Inject VR Into Your Old Games

The Oculus Rift Developer Kit is finally in people’s hands (including ours!)! in fact, according to Palmer Luckey, all Kickstarter Dev Kits will have shipped to their lucky recipients by the end of May. And despite both the original Kickstarter pitch and Oculus VR’s constant assertions since it’s spectacular $2.5M successful funding run that this is resolutely NOT ready for the regular gamer, not many listened. To be honest, there wasn’t much chance that the most exciting development in gaming for years wasn’t going to be snapped up by gamers looking to bring their 90s dreams of Virtual Reality to life.

So it’s day zero for VR then, which of course means that very few actual games exist with support for the Rift. So, what do Rift owners give their new gadget to feed in the mean time?

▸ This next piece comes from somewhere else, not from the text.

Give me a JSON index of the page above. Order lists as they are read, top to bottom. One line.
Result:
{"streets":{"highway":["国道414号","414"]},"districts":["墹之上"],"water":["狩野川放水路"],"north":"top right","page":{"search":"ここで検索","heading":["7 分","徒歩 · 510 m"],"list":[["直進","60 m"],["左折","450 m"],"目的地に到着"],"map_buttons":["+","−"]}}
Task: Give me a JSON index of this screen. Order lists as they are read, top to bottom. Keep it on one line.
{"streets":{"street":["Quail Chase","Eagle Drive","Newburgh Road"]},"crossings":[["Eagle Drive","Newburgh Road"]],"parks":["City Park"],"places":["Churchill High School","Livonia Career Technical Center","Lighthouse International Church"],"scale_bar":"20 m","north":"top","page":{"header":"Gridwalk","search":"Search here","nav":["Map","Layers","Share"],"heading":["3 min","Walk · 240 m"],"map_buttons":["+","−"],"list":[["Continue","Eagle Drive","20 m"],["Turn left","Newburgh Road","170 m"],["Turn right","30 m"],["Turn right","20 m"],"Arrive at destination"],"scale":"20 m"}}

Bioshock using Geometry Mode
Bioshock using Geometry Mode

Take me straight to the games!

What is VorpX?

For a Virtual Reality HMD (Head Monuted Display) to deliver a compelling experience, you need to address a few issues that unsupported games suffer from:

1. There’s no Head Tracking support. Moving your head has no effect on your view of the game’s world.

2. There’s no image pre-warping. The Oculus Rift uses Aspheric lenses which distorts light passing through them to achieve it’s high Field of View. So, in order for games to ‘look’ right to the user, the image must be  warped (or undistoreted [sic] if you like) to correct this distortion and any aberrations.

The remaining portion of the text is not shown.